I am implementing MKL Cluster Sparse Solver (18.104.22.168 on Linux). I've been able to succesfully run a routine that works with centralized input format (nonsymetric real matrix). I am trying to enhance it by using distributed assembled matrix input format. But -- I don't understand what this means. I could not find any information in the document with format definitions. How does it work? Should I just define the matrix using ia, ja and a as I am used to with the centralized call with the exception that I set them on all processes, and then set iparm=1 and provide the limits using iparm a and iparm? I've tried to do this, but in this case, the factorisation stalled (with centralized input, the factorisation took about 3 minutes), but no error was given. Or do I have to modify ia, ja and a somehow to reflect the distribution? Can anyone give me an example?

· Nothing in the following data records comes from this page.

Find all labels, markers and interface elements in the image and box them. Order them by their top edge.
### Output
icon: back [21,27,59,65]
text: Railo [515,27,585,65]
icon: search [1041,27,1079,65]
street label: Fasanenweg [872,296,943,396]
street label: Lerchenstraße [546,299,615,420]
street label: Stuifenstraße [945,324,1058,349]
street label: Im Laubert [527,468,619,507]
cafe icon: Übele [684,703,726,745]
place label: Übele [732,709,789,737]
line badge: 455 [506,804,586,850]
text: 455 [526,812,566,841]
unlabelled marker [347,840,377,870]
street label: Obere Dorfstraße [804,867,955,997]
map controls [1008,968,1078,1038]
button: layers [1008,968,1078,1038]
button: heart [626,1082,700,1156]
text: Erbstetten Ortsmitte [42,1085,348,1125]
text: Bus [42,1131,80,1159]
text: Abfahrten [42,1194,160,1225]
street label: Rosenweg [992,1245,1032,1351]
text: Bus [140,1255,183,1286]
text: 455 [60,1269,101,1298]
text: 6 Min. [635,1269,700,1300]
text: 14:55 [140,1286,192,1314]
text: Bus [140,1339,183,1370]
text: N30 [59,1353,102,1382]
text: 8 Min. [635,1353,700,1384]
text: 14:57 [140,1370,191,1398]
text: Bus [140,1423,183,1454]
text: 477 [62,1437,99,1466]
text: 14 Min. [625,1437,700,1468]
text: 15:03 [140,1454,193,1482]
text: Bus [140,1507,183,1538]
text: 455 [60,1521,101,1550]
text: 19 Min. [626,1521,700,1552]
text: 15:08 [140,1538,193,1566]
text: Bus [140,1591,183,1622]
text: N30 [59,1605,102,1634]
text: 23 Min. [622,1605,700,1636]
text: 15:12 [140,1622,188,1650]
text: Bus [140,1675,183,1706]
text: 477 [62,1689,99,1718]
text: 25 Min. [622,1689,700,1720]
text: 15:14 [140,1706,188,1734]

The second problem I have is with MPI -- if I run the sparse solver on one computational node, everything goes smoothly. But if I use more than one node, MPI goes crazy with messages like:
Fatal error in PMPI_Bcast: Other MPI error, error stack: PMPI_Bcast(2434)........: MPI_Bcast(buf=0x2aad1690e8cc, count=757719881, MPI_INT, root=0, MPI_COMM_WORLD) failed MPIR_Bcast_impl(1807)...: MPIR_Bcast(1835)........: I_MPIR_Bcast_intra(2016): Failure during collective MPIR_Bcast_intra(1596)..: MPIR_Bcast_binomial(256): message sizes do not match across processes in the collective routine: Received -32766 but expected -1264087772
What's happening and how can I fix it? I am not the system administrator...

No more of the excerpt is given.